Overbuff Recall - October 11, 2019
This week Blizzard has been in the spotlight following their suspension of Hearthstone player “Blitzchung.” During a tournament livestream, Blitzchung showed his support of protesters in Hong Kong by yelling, “Liberate Hong Kong. Revolution of our age!”
The stream immediately cut away, and later Blizzard announced that he had been removed from the rest of the tournament, that he is suspended from Hearthstone esports for one year, and his winnings have been reduced to $0. Their reasoning is enforcing their tournament rule, “Engaging in any act that, in Blizzard’s sole discretion, brings you into public disrepute, offends a portion or group of the public, or otherwise damages Blizzard image…”
Photo from InvenGlobal’s clip of the stream as the original has been deleted.
Since then, Blizzard fans, Blizzard employees, and even some politicians have shared their disappointment with the decision, saying Blizzard has gone against their own morals by giving in to the Chinese government’s attitude towards the Hong Kong protesters.

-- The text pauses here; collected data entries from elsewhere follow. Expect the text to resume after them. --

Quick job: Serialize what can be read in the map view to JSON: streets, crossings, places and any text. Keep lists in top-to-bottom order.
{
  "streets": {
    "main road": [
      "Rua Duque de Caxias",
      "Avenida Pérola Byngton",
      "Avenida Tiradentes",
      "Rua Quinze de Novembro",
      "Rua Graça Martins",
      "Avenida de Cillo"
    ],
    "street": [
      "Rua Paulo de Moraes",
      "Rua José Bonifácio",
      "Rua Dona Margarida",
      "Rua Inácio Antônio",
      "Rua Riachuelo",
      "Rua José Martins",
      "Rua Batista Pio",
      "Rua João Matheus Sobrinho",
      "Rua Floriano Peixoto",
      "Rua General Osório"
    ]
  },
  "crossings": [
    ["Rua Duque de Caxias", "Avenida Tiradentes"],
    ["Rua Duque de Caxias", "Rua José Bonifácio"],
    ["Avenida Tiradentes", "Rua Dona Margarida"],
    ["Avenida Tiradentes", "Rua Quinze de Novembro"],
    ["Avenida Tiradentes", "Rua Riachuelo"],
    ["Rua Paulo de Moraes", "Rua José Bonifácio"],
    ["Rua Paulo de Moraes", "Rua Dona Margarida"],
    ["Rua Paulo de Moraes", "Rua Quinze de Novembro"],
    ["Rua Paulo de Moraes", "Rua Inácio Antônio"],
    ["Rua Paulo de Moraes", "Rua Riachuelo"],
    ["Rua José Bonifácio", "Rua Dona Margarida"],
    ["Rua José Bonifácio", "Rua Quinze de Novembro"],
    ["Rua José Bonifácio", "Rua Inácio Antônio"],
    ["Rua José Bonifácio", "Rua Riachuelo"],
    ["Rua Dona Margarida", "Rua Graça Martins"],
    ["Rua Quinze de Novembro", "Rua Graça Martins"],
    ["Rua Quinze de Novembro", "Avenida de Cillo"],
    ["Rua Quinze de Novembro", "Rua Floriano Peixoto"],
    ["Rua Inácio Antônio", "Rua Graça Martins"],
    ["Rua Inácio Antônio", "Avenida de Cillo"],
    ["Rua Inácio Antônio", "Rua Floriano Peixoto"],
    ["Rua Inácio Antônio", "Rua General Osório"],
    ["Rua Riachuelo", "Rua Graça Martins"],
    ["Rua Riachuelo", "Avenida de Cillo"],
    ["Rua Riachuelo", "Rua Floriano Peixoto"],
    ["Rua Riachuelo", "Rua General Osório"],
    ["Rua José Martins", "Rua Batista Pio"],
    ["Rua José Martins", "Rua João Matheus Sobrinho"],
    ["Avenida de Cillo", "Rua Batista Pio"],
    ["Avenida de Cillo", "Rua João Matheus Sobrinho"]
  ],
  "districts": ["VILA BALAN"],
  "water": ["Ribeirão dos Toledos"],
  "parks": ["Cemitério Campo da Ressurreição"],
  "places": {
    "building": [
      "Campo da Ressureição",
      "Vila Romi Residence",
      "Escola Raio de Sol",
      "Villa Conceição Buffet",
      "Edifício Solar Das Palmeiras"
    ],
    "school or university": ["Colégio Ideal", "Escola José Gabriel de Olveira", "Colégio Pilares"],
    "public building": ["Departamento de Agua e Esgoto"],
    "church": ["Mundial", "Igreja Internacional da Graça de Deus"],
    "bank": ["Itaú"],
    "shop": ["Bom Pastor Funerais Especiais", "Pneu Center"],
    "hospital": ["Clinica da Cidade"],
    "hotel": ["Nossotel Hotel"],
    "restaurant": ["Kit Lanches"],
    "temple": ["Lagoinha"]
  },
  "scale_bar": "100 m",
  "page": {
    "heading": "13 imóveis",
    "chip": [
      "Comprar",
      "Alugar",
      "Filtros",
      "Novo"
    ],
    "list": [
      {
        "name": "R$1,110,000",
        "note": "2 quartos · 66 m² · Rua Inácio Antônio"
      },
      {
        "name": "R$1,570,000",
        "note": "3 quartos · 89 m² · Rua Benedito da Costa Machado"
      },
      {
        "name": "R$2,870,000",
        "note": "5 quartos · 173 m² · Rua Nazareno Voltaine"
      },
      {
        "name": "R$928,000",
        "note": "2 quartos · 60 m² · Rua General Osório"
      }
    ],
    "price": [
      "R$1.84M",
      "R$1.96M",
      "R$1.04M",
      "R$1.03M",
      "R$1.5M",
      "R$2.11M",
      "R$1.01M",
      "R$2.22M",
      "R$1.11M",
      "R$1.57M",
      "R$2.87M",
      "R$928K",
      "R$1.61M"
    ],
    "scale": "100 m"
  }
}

The #BoycottBlizzard hashtag took off, with players calling for each other to either stop supporting Blizzard’s games, deleting accounts, or changing BattleTags to support Hong Kong, some employees held a protest where they even covered up the words “Think Globally” and “Every Voice Matters” on the statue on the Blizzard Campus that declares their values, and two US lawmakers have made remarks against Blizzard’s actions.
Others are trying to make Mei the face of Hong Kong protesters, and Zedd, who performed at this year’s OWL Grand Finals said he’s been banned from China for liking a South Park tweet, though this statement has not been confirmed and he may be making a joke against the Chinese government.
Photo from clip of the stream.
This week, players from American University participating in a US collegiate Hearthstone tournament have pointed out hypocrisy in Blizzard’s actions, after they shared a sign on stream saying, “Support Hong Kong, Boycott Blizz” and they were not suspended. That team has now also forfeit its games for the rest of the tournament in protest, and are no longer participating in Hearthstone tournaments.
As of this writing, Blizzard has not commented on the events since the original suspension.
For many gamers, this is the first time the Hong Kong protests have come to the forefront of their view. If you want to catch up on why people are protesting, here are a few links:
“Why are there massive protests in Hong Kong?” by the Washington Post (June 11, 2019)
“The Hong Kong protests explained in 100 and 500 words” by BBC News (September 19, 2019)
“Timeline: The Hong Kong protests” by World Magazine (September 19, 2019)
New Contenders Format for 2020
Graphic from OverwatchLeague.com.
Contenders is going to look much different come 2020 in an effort to allow more teams an opportunity to rise up to the top than the current format allows.
1) It will be split into Atlantic and Pacific conferences, just like the Overwatch League.
2) During the main season, there will be bi-weekly tournaments where Contenders and Contenders Trials alternate weeks.
3) Teams in Contenders will accumulate points based on their performance to qualify for regional playoffs.
To begin the move into the new format, all teams from Contenders Season 2 2019 will participate in a double-elimination tournament to determine seeds for 2020.
Open Division Season 1 will take place for 7 weeks (the 7th week) is playoffs.
The top performers will partake in regional playoffs and there will be two seasons full seasons, one for each half of the year. The Showdown and Gauntlet will be returning as well, and more details on those are coming at a later date.
Shock on The Tonight Show
San Francisco Shock players Sinatraa and Super made an appearance on The Tonight Show with Jimmy Fallon this past Monday night.
Fan of the Shock or not, this is a big moment for the League and esports in general, further introducing the sport and concepts to a general mass audience.
OWL Rosterpocalypse 2019
Photo provided to Blizzard Entertainment by Ben Pursell.
Many players have been removed from their teams this past week. I’ve been a bit slow to update while I’m on vacation, but our tracker should be up to date as of press time.
Just after press last week, the Overwatch League posted a list of which players were under contract, which had a team option (chance to stay with their team), and whose contracts had expired. While a number of moves have happened since the post went up, it’s still valid reading should you want to see which of your favorite players may be eligible to move to a new home for next year.